Anyone know if there's a metal(ish) kind of mesh that can be purchased that fruit flies actually cant escape from??


----------



## Peter Clausen (Nov 2, 2008)

I would imagine your local hardware store would be happy to hook you up with the appropriate mesh.

I prefer the poly-fiber lids that fit 32 ounce delicups.


----------



## Rick (Nov 2, 2008)

Peter said:


> I would imagine your local hardware store would be happy to hook you up with the appropriate mesh.I prefer the poly-fiber lids that fit 32 ounce delicups.


+1


----------



## MantisNation (Nov 2, 2008)

Thanks for your responses.

I love those containers as well, however I was inquiring about the mesh because I wanted 2 make my own cage to house a group of mantids together, with a good amount of space.


----------



## Katnapper (Nov 2, 2008)

I bought a roll of aluminum screening for about $7.00 from Farm &amp; Fleet (a hardware/lawn &amp; garden type store), that I've been making some custom containers with. I've found the smallest Melanogasters can get through it, but it's not too bad. Lots stay inside too. I haven't had any of the D. Hydei escape through mine. That roll is enough to last me forever, I'm sure! Good luck on your habitat.


----------



## MantisNation (Nov 2, 2008)

Katnapper said:


> I bought a roll of aluminum screening for about $7.00 from Farm &amp; Fleet (a hardware/lawn &amp; garden type store), that I've been making some custom containers with. I've found the smallest Melanogasters can get through it, but it's not too bad. Lots stay inside too. I haven't had any of the D. Hydei escape through mine. That roll is enough to last me forever, I'm sure! Good luck on your habitat.


Thank you. I'm going to be working with D. Melanogaster, but I'll still give it a try. I'll stop at my local Home Depot today and search in the gardening section for Aluminum screening, or any other meshy materials.


----------



## Katnapper (Nov 2, 2008)

MantisNation said:


> Thank you. I'm going to be working with D. Melanogaster, but I'll still give it a try. I'll stop at my local Home Depot today and search in the gardening section for Aluminum screening, or any other meshy materials.


They had fiberglass screening too which was lighter weight. Couldn't really see to tell the difference in the hole sizes. But I chose the aluminum as I was making a custom tub for my crickets, and while doing research on making it I saw several warnings to get the aluminum over fiberglass, as the crickets can apparently chew through the fiberglass screen. Just thought you might want to know.


----------



## hibiscusmile (Nov 2, 2008)

I have the no see em screen that is used for tiny nats and things on my site. it is fiberglass though but I do have some plastic screen that is really great too. :}


----------



## kmsgameboy (Nov 25, 2008)

MantisNation said:


> Anyone know if there's a metal(ish) kind of mesh that can be purchased that fruit flies actually cant escape from??

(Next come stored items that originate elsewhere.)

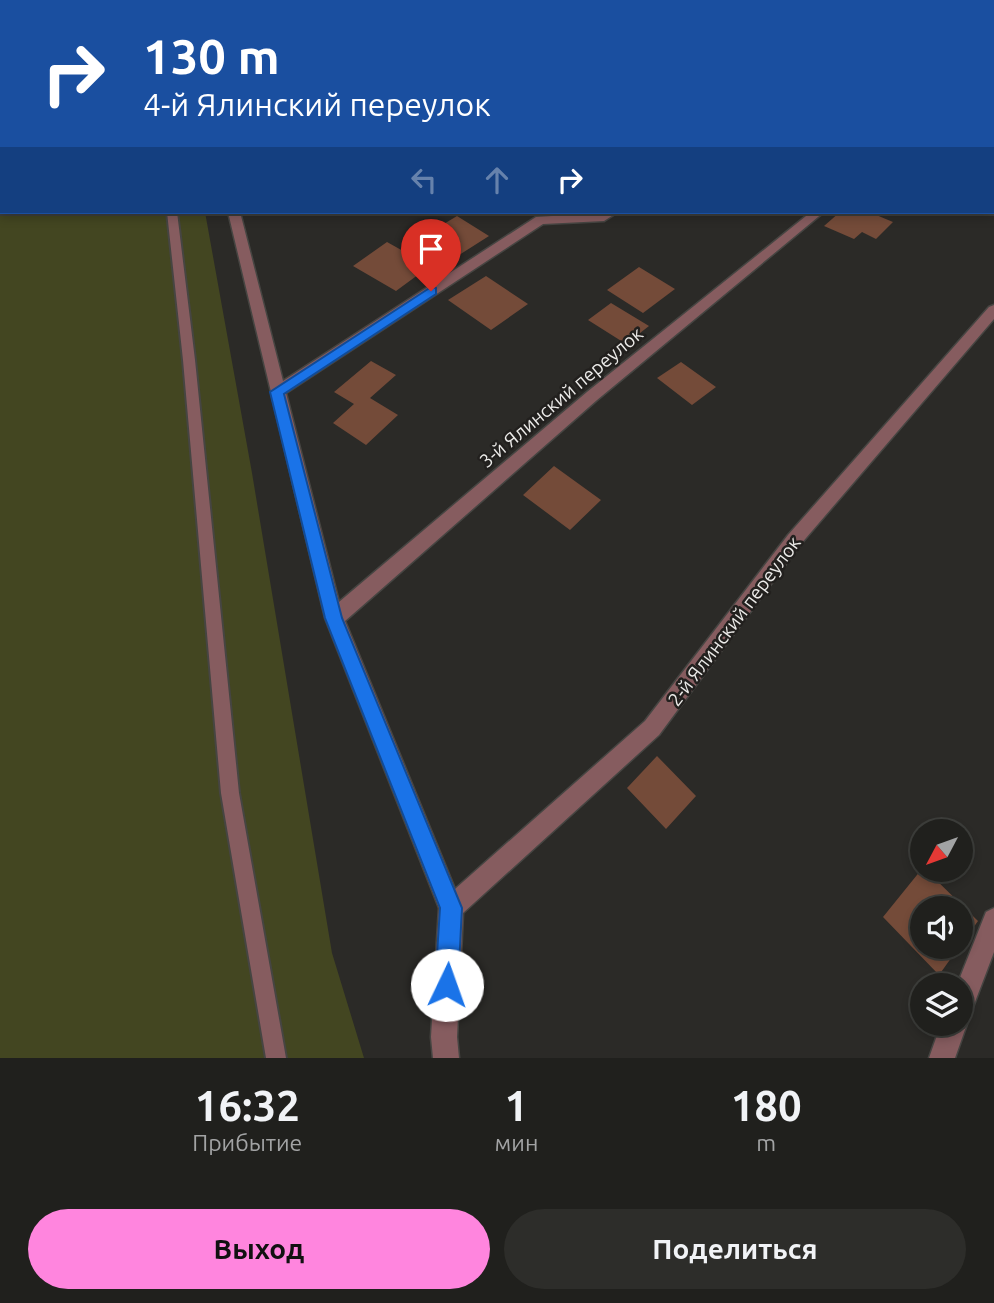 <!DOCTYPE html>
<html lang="ru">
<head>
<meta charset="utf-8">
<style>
	:root { --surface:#20201d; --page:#2d2d2a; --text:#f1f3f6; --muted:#a2a3a4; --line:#3d3e3b; --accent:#ff85de }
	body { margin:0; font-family:Ubuntu,sans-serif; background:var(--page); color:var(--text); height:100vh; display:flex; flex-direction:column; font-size:26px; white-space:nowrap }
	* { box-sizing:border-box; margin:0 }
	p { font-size:23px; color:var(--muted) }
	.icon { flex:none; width:38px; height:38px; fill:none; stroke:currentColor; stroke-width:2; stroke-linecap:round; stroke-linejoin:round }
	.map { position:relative; height:1058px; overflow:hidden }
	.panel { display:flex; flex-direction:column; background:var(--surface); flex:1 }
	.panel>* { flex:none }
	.guide { position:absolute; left:0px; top:0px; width:994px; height:214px; box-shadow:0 4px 10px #0003,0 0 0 2px var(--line); background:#1a4fa0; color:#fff; overflow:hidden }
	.needle { width:46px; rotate:229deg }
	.controls { position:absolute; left:910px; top:819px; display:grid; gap:14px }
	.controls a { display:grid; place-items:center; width:63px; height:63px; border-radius:50%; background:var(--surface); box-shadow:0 4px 10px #0003,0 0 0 2px var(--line); font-size:35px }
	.pin { position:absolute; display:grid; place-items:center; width:60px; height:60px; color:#fff; margin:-72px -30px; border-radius:50% 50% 50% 0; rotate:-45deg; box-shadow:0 0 7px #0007 }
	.pin .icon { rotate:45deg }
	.me { position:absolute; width:77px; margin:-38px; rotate:3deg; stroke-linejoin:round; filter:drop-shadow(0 0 5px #0008) }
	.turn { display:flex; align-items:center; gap:24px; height:147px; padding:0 28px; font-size:32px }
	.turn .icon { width:91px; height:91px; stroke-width:2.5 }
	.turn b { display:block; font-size:49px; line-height:60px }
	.lanes { display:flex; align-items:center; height:66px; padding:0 28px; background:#0003; justify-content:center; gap:35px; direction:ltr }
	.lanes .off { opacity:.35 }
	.eta { display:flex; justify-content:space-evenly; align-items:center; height:119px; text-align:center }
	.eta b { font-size:42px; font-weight:600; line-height:49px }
	.cta { display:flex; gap:14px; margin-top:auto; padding:14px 28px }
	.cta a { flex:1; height:80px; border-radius:42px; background:var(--accent); color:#111; font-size:28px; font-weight:600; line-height:80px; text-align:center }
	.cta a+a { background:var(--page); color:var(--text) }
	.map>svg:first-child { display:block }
	.green { fill:#434621 }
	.building { fill:#744b39 }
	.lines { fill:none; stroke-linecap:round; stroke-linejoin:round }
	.service-casing { stroke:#464542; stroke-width:4 }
	.minor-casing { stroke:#464542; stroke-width:3 }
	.service { fill:#865c5f; fill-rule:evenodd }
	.minor { fill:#865c5f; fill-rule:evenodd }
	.route { fill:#1a73e8; stroke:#114b97; stroke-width:2 }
	.labels { text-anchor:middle; stroke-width:5; stroke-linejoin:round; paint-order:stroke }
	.street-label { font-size:19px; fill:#ecebe9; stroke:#22201e }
</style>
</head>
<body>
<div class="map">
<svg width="994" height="1058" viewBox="0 0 994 1058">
	<rect width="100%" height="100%" fill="#2b2a27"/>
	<!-- green -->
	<path class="green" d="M0,0H169L2,2V212H205L252,473L332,953L364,1058H0Z"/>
	<!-- building -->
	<path class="building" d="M840,212H869L893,222L876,239L862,232L854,239L824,226Z
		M457,216L489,236L456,257L424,236Z
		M387,242L430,266L396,291L353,266Z
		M639,267L675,289L643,313L607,290Z
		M486,276L528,304L491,330L448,300Z
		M611,303L649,326L626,344L588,320Z
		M371,361L396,375L370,398L398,415L366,445L333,423L354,404L334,392Z
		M681,362L716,387L692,405L657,378Z
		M554,466L601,500L570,530L523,495Z
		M657,756L696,796L666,829L627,788Z
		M921,870H926L978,921L961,945V908H922V947H959L939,975L883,917Z"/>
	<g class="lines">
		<!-- service casing -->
		<g class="service-casing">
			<path id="service" d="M144,0H152V2H145Z
				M167,212H177L195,360L239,793L286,1058H266L221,793L183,360Z"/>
		</g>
		<!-- minor casing -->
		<g class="minor-casing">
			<path id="minor" d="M185,0H193V2H185Z
				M282,0H290V2H282Z
				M452,0H460L461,2H452Z
				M639,0H647L638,2Z
				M744,0H752L743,2Z
				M927,0H937L926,2Z
				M961,0H972L973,2H962Z
				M992,9L994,10V16L992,15Z
				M992,58H994L992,65Z
				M228,212H240L283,381L536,217L618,212L604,221L543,224L286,393L339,602L587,392L811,212H824L597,400L345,621L455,889L645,721L788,535L989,307L994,305V319L800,545L659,735L463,913L457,1037L459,1058H433L431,1037L439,908L325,618Z
				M994,908V952L970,1015L964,1017L967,1024L955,1058H929L941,1024H961V985H957L986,912Z"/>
		</g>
		<!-- service -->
		<use href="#service" class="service"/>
		<!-- minor -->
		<use href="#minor" class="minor"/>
	</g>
	<!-- route -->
	<path class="route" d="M431,287L436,288V294L284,394L342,618L462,908L458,985L455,993L447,997L439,993L435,985L440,908L325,618L270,392Z"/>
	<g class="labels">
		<!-- street labels -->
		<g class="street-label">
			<text transform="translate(561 397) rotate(-40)" y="7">3-й Ялинский переулок</text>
			<text transform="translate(734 621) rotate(-53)" y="7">2-й Ялинский переулок</text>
		</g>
	</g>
</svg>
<div class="controls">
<a><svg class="needle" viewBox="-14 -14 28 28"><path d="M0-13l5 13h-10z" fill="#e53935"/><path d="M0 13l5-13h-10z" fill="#a2a3a4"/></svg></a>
<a><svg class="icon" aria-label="sound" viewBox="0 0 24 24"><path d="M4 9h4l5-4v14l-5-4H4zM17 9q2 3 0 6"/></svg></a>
<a><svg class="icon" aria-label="layers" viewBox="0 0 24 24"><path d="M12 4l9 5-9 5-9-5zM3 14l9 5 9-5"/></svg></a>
</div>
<div class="pin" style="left:431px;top:291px;background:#d93025"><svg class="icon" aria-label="arrive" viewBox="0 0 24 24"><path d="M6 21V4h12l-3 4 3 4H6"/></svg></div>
<svg class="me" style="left:447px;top:985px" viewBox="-20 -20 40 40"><circle r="19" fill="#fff"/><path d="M0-13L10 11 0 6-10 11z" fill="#1a73e8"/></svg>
<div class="guide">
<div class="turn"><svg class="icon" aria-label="right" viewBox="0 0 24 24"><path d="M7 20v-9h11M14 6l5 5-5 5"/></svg><div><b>130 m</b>4-й Ялинский переулок</div></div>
<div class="lanes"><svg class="icon off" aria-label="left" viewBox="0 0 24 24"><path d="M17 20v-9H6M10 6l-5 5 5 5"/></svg><svg class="icon off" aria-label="ahead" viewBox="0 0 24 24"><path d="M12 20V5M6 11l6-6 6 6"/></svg><svg class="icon" aria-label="right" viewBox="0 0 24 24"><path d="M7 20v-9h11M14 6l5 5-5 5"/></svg></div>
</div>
</div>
<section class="panel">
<div class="eta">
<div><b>16:32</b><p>Прибытие</p></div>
<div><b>1</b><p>мин</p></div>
<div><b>180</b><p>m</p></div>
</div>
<div class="cta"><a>Выход</a><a>Поделиться</a></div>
</section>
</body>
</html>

I believe I have seen some somewhere. You should try a large hardwear store. Have you ever tried "cheese cloth"?


----------



## Katnapper (Nov 25, 2008)

Now that I've been using the aluminum screening for a longer period of time.... both the D. Hydei and D. melanogaster can get through it. It does keep them contained to some extent, but if they want out... they've been getting out! I went back and hot glued a layer of organza fabric (very sheer, can get at the fabric store) over the screening for the containers I'm using ff's in now. Those little buggers... they even crawl right out of tiny ventilation holes I'd poked in soft plastic with an ice pick or compass point. Have stopped doing that to my containers now! The organza does hold them all in, but it's not rigid or stable like screening, and you have to hot glue the edges or it frays. But it takes hot glue well, and it's great for areas in which you need something flexible and don't need additional support. It seems to provide enough ventilation so far.


----------